All 64 gig and smaller USB flash Drives I have bought come formatted to FAT32. I have had trouble putting some files on them, thinking the file was to big to fit on the drive, like the new maps for my Garmin GPS unit, that said you needed at least an 8 gig USB flash drive, then said the drive was to small.
After some research I found out the drive was not to small, but that Fat32 only supports a file size of 4 gigs so any file over that size say 5 gigs cannot be supported. I never knew that. So reformatting the drive to exFAT is the answer.
I am sure some of you know this, but others less technical like myself might not, so here are the file sizes for different formats:
The max file size table offered by this source, dated dated Dec 2024, is giving a slightly different (more comprehensive) view of capabilities for each filesystem type.
Unfortunately, the units have got muddled up to history.
Once, a very long time ago: 1024 KB = 1 MB (Windows is notorious for still using this in drive properties, a 1 TB drive shows as 931 GB)
That's the SI prefix (decimal) now: 1000 MB = 1 GB
The IEC prefix (binary) is: 1024 MiB = 1 GiB (with the 'i')
So, different manufacturers and tools may use the wrong prefix. A true 8 GB drive (8000 MB) would be smaller then a 8 GiB (8192 MiB) drive. It's just something to bear in mind when size is a limitation.
My training and career was as an engineer, and when I came across the 1024 factor for the first time, I was numbstruck! I eventually came to understand the logic, but it was VERY MUCH against the grain for an engineer!
HOWEVER .. when trying to size partitions using GParted, unless you use the 1024 factor for scaling multiples of 1K bytes, the partitions always end up being "mis-aligned" or not ending on a physical sector boundary, which impacts read/write performance at the low-level.
I wouldn't doubt that as it was a Duck AI answer to the question I asked when I found out FAT32 wouldn't support a file size over 4 gigs. I have been playing with Duck AI for a bit but the answers are not always totally accurate which I then challenge it with the new facts. Yet this was close enough for my purposes.
I will only use Duck AI to even play with as it says it doesn't collect data on you and you can immediately delete your history, which I do at the end of every visit. Is that true? No way to know but that is their pledge on their search engine too and regardless I believe it is collecting less data than Google, MS or Musk’s which all could care less about your privacy.

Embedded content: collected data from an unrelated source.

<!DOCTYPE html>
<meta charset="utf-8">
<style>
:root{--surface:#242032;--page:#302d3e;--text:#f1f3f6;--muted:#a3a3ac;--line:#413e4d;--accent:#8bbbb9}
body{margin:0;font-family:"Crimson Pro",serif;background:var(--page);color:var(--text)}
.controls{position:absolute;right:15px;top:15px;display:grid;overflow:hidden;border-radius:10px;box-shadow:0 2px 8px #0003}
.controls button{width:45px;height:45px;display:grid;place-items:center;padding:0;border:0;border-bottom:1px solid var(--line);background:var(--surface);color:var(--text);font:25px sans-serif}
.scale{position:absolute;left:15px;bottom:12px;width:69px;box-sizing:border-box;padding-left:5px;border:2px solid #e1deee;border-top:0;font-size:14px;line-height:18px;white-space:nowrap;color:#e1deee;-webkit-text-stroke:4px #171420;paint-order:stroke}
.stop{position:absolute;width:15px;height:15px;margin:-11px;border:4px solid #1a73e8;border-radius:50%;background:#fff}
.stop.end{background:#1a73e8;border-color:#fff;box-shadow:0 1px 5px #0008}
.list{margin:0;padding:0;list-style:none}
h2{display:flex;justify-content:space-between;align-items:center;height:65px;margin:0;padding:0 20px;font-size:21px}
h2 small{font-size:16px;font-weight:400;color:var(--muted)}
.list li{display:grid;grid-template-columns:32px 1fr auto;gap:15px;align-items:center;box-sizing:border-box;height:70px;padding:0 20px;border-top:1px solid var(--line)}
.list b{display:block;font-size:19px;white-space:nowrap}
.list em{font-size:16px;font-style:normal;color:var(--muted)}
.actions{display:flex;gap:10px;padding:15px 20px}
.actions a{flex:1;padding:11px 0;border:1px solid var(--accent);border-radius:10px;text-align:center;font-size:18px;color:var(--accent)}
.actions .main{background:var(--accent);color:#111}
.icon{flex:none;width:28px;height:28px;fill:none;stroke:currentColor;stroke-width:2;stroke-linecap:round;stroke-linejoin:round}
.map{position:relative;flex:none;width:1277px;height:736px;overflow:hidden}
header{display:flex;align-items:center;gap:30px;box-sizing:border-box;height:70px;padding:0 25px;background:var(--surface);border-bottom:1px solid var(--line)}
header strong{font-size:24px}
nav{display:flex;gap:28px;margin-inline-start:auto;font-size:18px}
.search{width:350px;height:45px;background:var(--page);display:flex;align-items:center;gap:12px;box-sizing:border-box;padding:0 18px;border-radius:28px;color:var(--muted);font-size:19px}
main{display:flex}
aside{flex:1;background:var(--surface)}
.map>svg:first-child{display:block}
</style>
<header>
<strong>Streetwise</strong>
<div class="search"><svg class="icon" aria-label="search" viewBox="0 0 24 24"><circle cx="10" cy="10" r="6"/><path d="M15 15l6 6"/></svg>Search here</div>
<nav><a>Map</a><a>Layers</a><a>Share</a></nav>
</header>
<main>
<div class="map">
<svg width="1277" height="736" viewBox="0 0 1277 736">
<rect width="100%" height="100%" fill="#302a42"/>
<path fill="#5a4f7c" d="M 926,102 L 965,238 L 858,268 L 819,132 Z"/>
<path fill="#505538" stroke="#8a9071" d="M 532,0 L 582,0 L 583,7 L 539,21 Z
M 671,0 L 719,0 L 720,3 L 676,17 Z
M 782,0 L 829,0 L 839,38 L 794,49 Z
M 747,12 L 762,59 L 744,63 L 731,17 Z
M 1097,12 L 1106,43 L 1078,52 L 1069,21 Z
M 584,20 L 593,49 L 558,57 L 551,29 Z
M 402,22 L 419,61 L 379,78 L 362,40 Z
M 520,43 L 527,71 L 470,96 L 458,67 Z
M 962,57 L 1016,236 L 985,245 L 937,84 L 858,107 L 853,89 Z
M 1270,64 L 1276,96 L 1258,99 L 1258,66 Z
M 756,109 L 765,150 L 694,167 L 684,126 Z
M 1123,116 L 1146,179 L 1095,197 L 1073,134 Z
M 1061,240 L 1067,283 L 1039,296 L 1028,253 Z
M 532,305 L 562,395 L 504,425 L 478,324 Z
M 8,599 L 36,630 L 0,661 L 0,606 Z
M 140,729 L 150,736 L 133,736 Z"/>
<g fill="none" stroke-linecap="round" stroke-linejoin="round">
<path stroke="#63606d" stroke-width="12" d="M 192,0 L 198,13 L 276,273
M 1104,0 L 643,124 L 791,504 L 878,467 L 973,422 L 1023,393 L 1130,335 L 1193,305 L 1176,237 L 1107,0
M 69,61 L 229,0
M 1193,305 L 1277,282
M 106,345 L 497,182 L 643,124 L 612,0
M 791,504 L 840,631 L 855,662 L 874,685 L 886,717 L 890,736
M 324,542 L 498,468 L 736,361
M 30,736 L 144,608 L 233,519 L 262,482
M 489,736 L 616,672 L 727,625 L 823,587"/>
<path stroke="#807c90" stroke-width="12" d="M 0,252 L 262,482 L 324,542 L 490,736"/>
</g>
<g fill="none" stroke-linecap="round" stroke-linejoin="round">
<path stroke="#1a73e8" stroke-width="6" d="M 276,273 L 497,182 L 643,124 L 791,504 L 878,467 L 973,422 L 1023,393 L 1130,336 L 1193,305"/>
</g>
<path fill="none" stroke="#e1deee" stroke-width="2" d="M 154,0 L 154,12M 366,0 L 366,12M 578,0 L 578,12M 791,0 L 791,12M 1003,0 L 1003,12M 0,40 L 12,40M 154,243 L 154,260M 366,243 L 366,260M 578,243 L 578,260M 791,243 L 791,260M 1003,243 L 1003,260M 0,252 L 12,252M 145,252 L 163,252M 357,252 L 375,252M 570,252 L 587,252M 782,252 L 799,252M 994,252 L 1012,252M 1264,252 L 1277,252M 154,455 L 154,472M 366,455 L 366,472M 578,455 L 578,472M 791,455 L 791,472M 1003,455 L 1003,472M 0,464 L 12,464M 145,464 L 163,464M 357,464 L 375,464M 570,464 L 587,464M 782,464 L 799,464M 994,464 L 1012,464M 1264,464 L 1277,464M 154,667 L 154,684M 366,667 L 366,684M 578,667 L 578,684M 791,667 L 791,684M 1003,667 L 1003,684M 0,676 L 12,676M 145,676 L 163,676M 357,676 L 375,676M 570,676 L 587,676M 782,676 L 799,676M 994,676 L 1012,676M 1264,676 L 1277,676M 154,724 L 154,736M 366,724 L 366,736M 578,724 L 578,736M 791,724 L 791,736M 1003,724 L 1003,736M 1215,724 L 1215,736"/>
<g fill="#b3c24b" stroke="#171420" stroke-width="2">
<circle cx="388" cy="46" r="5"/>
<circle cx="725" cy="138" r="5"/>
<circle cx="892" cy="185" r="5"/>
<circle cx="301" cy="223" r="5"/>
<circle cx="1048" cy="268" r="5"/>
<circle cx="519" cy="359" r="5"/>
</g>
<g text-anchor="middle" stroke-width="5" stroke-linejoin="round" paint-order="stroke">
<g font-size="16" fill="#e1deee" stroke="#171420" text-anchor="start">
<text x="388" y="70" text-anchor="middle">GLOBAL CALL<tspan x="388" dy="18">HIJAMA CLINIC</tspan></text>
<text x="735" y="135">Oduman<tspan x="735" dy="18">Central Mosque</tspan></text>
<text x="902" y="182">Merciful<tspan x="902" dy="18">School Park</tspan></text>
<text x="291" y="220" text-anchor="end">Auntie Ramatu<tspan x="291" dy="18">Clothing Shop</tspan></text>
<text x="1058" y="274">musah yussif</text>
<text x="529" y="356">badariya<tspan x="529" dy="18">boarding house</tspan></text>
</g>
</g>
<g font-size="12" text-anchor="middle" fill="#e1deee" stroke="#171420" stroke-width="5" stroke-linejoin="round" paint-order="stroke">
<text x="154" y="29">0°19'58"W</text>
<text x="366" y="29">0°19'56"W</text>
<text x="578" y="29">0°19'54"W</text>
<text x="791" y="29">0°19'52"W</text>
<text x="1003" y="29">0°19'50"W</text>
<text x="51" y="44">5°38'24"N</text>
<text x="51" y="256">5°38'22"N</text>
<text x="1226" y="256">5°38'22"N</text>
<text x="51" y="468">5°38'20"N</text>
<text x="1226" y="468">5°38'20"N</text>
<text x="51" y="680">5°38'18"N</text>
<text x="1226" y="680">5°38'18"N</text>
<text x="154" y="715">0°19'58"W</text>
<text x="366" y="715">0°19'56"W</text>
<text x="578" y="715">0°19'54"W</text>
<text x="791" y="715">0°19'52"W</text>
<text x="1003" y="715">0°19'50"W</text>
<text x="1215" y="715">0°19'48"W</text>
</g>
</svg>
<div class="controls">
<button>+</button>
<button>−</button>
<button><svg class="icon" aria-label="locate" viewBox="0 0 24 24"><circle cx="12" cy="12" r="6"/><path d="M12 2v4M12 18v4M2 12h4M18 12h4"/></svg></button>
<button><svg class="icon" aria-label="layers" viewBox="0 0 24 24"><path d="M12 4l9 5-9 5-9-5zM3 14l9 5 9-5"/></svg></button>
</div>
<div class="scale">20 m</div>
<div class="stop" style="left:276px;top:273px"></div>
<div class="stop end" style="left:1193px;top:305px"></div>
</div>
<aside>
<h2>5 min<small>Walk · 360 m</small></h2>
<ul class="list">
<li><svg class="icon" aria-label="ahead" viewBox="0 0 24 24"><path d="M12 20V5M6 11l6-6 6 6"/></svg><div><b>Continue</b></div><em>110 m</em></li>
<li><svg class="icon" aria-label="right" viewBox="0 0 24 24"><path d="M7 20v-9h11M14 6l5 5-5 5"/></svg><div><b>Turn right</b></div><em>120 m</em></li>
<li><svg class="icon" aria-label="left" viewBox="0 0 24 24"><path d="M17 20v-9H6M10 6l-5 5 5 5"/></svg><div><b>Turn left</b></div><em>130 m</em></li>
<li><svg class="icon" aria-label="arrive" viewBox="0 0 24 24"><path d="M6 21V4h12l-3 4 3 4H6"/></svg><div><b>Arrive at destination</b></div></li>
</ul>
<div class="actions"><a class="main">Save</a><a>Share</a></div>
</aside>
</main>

Coming into “personal” computers at assembly language on an Cromemco S100 system, binary sizes always made sense to me. So 1K =1024 bytes as a shorthand was “natural” and 1M being 1Kx1K = 1024x1024 etc. seemed a “logical and consistent” analogy or shorthand. I looked at the 1M = 10^6 bytes as “shrinkflation” so drive makers can advertise bigger numbers. But I can be charitable and say it was so they could use the extra binary bytes the user doesn’t get to use for bad sector replacement or appending error correcting codes to the binary sectors.
Kind of like the half a**ed metrification in the US where meat and produce stayed in lbs, because half a kilo would be 10% more, but wine and booze quickly went metric as a “fifth” (the traditional one fifth of a gallon bottle) was like 760 ml so we now 3/4 liter bottles instead of “fifths”.
Just an update. I went to format 32 gig USB drive to exFAT today and the option was not available on Gnome Disks and grayed out on Gparted. I did a search and found out there was a missing piece of software needed to accomplish formatting to exFAT.
For GParted version v1.2.0 and above (Ubuntu 21.10 and above)
exFAT support was added in version 1.2.0 of GParted. To use exFAT you must install the exfatprogs package (and NOT exfat-utils). Installing exfatprogs will uninstall exfat-utils.
I added exfatprogs logged in and out and was able to format to exFAT.